◆ **RECORDED INFORMATION**

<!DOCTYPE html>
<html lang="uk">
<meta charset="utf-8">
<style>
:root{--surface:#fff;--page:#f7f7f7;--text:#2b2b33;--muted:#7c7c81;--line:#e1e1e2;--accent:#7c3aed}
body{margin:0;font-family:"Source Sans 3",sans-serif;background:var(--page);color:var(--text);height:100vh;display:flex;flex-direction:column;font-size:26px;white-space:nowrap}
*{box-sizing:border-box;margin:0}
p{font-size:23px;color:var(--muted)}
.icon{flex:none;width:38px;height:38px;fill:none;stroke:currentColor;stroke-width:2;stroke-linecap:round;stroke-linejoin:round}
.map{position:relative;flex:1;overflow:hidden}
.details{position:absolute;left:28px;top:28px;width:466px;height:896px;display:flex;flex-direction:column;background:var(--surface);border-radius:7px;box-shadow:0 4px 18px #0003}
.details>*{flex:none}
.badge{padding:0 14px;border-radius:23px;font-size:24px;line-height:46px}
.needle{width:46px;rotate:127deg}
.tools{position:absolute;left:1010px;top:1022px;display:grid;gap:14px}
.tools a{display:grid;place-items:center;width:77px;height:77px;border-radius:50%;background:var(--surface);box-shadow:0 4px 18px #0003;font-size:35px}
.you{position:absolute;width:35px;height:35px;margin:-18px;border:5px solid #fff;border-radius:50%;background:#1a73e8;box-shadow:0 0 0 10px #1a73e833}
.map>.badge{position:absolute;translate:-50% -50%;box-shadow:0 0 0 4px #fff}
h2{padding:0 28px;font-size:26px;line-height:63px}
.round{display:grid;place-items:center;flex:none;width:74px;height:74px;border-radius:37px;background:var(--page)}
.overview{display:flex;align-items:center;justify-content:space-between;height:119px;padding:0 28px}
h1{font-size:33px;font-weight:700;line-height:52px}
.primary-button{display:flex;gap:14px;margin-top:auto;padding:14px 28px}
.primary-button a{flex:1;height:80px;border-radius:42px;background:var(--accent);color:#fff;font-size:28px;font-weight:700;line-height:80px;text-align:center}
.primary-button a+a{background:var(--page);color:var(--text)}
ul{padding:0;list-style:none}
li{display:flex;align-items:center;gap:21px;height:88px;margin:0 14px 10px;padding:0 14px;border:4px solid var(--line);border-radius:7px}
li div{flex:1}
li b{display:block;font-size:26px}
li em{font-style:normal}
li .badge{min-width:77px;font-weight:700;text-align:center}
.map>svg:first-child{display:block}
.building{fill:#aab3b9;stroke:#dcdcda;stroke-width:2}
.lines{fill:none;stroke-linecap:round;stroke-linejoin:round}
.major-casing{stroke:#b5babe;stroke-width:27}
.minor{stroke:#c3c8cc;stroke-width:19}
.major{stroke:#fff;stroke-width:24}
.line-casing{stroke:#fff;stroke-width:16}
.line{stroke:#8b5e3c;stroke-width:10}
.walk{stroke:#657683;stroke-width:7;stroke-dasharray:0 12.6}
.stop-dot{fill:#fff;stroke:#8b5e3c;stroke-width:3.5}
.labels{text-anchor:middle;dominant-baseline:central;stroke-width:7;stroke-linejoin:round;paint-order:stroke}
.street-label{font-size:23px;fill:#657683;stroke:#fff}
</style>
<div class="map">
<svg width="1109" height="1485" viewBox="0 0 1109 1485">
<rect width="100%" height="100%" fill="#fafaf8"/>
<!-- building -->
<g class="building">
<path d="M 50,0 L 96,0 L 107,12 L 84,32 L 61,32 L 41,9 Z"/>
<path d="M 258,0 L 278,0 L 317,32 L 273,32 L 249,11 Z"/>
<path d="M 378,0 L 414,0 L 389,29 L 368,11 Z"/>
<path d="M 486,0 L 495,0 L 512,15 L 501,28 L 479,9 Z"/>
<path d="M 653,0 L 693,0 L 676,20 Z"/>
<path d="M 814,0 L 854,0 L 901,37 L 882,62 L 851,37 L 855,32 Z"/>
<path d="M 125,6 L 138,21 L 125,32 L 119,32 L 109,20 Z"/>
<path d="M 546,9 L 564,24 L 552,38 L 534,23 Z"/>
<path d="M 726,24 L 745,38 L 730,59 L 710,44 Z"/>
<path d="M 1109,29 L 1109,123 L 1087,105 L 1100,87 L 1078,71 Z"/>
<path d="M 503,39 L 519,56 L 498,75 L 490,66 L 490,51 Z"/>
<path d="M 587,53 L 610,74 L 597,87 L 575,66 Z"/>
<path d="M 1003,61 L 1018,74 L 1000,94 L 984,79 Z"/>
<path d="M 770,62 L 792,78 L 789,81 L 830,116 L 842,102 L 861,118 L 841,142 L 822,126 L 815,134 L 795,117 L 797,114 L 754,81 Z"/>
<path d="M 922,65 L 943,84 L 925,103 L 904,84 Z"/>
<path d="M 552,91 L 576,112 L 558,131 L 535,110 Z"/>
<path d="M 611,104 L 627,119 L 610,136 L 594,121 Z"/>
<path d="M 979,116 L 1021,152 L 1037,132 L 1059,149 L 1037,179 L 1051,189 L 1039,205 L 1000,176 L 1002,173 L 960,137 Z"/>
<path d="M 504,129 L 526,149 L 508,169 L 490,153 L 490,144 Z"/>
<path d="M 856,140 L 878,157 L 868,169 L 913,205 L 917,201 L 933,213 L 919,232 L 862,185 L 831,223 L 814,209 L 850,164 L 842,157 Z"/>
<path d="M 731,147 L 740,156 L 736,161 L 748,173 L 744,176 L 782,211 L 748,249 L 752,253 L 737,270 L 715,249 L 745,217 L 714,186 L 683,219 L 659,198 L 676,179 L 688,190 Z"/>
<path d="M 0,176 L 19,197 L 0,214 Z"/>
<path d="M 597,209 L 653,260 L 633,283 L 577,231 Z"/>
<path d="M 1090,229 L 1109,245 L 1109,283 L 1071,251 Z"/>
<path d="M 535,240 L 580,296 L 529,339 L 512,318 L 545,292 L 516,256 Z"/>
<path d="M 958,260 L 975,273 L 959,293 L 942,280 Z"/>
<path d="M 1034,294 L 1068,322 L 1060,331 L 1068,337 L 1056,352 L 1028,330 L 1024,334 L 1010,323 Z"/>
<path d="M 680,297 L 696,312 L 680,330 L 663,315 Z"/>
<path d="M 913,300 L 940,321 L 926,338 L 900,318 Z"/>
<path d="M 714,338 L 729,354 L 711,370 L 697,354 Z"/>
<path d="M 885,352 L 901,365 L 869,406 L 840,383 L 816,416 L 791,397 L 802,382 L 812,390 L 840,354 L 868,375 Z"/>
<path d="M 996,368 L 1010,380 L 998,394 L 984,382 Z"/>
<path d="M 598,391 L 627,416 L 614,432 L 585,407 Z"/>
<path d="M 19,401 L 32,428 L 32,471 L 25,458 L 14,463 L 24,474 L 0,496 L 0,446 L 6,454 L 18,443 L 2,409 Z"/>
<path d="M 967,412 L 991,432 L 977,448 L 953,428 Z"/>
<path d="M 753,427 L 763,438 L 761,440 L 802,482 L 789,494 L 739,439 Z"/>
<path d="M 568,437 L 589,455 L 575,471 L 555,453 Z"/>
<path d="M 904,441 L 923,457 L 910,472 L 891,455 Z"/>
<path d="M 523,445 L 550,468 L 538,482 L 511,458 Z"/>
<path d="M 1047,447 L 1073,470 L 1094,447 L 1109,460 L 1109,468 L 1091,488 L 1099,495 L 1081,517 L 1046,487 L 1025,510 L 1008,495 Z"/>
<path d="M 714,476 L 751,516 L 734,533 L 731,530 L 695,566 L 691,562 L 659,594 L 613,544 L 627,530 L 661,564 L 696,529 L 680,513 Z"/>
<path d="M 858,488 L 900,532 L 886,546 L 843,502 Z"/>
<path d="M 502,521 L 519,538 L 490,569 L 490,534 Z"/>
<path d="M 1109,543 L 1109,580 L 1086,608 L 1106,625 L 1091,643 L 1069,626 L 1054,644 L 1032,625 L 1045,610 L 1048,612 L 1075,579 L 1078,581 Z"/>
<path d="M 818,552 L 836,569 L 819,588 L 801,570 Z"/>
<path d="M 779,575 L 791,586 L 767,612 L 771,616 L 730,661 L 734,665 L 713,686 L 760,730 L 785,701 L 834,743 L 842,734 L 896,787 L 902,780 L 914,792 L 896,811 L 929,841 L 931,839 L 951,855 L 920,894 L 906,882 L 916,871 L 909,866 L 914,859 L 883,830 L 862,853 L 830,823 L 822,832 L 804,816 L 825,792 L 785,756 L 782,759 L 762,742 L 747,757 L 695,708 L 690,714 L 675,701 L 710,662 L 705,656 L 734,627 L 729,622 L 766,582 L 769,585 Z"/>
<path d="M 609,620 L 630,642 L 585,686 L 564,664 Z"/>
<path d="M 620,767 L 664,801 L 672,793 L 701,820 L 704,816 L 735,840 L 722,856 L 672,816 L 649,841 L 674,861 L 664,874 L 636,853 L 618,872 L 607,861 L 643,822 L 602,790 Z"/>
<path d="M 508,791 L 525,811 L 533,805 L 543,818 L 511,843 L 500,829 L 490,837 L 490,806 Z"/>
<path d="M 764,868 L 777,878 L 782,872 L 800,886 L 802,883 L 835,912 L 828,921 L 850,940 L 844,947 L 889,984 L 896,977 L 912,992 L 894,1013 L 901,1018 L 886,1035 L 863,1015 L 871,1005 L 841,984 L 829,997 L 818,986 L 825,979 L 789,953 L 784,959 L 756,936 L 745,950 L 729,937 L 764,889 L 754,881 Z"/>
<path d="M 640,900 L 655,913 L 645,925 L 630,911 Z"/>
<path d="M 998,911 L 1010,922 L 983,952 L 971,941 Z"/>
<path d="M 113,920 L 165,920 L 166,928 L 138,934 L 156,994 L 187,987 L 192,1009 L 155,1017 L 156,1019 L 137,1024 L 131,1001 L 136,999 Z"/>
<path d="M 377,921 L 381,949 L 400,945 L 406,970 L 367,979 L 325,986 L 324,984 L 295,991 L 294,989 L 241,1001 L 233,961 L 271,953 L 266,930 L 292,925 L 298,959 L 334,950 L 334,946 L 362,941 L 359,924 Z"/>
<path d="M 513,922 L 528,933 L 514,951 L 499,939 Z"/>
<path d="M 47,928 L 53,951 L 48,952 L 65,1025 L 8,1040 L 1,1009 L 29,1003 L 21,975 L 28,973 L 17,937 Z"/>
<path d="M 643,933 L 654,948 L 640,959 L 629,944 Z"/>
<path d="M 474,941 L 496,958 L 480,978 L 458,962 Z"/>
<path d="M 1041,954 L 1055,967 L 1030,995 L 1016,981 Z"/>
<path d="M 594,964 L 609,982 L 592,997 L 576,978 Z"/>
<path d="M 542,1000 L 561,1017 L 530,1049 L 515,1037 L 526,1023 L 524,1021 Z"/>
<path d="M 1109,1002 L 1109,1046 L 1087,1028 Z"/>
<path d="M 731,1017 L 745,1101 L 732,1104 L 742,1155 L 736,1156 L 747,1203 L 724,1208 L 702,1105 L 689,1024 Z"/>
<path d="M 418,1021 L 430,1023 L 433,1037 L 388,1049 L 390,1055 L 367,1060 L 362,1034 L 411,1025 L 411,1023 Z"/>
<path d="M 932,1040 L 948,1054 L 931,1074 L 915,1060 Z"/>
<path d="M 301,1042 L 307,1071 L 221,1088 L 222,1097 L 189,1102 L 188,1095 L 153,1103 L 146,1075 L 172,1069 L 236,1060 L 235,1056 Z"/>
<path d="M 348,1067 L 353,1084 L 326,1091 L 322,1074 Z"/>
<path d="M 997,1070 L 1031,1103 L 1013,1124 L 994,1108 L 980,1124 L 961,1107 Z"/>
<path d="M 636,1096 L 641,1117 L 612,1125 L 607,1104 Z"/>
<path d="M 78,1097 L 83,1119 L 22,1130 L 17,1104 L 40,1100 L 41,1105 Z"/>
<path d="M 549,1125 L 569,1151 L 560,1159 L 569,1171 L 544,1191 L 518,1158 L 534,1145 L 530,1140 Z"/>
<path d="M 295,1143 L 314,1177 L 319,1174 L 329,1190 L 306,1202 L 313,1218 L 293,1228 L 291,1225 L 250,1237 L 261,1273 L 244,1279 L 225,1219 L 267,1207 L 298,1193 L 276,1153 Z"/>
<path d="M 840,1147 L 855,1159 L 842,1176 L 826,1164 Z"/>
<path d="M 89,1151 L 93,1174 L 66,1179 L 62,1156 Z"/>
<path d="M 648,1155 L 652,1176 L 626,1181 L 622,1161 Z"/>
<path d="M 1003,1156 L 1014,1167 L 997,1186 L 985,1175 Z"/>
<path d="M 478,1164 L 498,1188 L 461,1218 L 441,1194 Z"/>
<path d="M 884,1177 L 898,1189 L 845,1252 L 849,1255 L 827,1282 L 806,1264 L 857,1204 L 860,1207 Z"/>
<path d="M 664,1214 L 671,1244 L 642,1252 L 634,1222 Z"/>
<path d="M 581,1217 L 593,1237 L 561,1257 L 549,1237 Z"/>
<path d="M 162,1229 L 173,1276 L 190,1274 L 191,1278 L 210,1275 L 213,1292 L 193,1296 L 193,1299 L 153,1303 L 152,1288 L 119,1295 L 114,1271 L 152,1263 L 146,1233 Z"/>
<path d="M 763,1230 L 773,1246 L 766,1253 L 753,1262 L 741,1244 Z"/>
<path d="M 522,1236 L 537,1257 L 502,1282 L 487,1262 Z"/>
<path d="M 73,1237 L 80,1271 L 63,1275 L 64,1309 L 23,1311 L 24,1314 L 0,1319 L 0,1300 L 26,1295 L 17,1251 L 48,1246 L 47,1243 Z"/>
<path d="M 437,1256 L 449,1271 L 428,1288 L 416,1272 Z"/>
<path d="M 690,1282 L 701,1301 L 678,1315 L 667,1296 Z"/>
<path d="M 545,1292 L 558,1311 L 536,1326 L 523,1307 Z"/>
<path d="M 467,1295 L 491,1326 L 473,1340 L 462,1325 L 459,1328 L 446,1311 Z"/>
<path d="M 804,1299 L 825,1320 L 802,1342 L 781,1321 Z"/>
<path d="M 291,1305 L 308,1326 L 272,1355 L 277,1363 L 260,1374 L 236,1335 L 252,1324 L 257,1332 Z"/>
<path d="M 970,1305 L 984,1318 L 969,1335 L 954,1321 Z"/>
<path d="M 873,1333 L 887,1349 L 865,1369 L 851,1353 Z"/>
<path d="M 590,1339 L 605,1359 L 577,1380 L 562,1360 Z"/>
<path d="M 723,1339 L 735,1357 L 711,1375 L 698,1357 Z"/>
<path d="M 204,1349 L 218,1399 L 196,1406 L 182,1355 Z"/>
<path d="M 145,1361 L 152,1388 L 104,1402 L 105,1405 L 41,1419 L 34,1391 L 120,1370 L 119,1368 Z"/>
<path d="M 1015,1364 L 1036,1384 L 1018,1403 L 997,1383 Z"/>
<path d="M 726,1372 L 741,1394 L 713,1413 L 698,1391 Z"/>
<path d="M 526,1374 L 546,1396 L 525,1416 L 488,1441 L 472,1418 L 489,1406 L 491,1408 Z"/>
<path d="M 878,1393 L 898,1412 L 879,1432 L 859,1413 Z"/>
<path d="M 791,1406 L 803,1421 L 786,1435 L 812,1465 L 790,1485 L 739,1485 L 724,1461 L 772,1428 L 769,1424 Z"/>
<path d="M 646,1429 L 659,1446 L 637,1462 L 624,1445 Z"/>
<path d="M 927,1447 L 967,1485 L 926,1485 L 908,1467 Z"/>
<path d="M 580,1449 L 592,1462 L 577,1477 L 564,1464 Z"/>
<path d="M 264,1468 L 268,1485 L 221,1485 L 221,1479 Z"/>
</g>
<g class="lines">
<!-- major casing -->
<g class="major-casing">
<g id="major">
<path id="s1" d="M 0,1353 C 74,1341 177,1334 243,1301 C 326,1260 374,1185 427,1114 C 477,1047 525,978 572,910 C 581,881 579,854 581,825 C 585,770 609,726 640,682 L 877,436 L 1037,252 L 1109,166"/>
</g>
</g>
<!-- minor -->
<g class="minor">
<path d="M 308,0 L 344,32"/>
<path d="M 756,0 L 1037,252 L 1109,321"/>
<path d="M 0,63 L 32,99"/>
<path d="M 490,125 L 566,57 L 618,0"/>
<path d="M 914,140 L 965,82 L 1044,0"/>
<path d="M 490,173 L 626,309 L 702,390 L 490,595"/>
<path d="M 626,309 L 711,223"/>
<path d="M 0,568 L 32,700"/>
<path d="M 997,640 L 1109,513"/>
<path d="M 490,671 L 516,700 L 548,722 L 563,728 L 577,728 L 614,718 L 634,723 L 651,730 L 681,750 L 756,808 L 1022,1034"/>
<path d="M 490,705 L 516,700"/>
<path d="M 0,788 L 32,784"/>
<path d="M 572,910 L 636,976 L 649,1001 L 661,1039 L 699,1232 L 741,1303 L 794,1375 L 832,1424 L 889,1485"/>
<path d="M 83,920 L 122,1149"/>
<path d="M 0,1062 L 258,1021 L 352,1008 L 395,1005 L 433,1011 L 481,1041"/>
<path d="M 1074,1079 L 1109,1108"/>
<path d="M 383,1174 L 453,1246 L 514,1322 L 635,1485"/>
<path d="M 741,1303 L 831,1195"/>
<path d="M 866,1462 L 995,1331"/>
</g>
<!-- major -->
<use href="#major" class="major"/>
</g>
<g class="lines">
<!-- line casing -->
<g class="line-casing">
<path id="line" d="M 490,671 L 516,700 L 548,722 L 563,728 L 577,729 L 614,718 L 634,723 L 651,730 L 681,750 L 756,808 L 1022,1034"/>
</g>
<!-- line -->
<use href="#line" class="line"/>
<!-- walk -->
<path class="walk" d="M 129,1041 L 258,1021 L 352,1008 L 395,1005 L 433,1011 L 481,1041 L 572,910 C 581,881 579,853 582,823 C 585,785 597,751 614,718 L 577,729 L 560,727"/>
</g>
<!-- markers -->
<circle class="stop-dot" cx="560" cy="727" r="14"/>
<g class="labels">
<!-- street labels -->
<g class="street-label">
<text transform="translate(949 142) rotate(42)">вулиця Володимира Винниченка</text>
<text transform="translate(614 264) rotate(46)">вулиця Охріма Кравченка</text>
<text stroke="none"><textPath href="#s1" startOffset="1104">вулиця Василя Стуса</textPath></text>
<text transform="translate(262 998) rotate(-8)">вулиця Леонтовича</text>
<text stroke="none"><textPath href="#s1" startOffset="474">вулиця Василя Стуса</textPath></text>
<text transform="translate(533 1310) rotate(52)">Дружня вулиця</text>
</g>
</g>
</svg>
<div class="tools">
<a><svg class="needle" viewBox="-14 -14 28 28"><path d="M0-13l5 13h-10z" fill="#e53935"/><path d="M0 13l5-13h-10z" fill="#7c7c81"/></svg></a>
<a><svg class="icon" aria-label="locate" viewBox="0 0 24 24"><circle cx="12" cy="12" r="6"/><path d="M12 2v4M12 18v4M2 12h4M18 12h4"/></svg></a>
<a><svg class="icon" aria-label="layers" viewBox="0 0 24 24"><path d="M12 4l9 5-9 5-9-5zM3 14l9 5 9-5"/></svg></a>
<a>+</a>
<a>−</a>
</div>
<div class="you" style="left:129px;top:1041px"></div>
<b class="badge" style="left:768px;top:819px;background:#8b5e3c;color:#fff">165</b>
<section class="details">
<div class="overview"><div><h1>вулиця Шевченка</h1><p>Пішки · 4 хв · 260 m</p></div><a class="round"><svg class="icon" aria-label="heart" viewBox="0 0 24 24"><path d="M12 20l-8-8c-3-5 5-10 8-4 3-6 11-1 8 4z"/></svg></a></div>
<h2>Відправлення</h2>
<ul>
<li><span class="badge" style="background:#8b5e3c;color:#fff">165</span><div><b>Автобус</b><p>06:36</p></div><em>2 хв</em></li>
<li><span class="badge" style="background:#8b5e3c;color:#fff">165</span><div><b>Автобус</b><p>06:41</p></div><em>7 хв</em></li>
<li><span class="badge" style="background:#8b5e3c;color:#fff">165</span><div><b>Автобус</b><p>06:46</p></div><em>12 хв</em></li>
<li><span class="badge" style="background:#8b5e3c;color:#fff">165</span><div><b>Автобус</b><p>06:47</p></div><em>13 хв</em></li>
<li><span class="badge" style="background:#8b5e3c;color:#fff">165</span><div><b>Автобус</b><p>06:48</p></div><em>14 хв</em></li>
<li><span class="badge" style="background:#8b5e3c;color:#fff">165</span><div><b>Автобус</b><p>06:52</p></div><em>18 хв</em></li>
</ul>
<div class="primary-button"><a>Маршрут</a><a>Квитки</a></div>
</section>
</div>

◆ **ASSIGNMENT**
Copy each line of the listing that holds the word "column".

◆ **WRITTEN ANSWER**
body{margin:0;font-family:"Source Sans 3",sans-serif;background:var(--page);color:var(--text);height:100vh;display:flex;flex-direction:column;font-size:26px;white-space:nowrap}
.details{position:absolute;left:28px;top:28px;width:466px;height:896px;display:flex;flex-direction:column;background:var(--surface);border-radius:7px;box-shadow:0 4px 18px #0003}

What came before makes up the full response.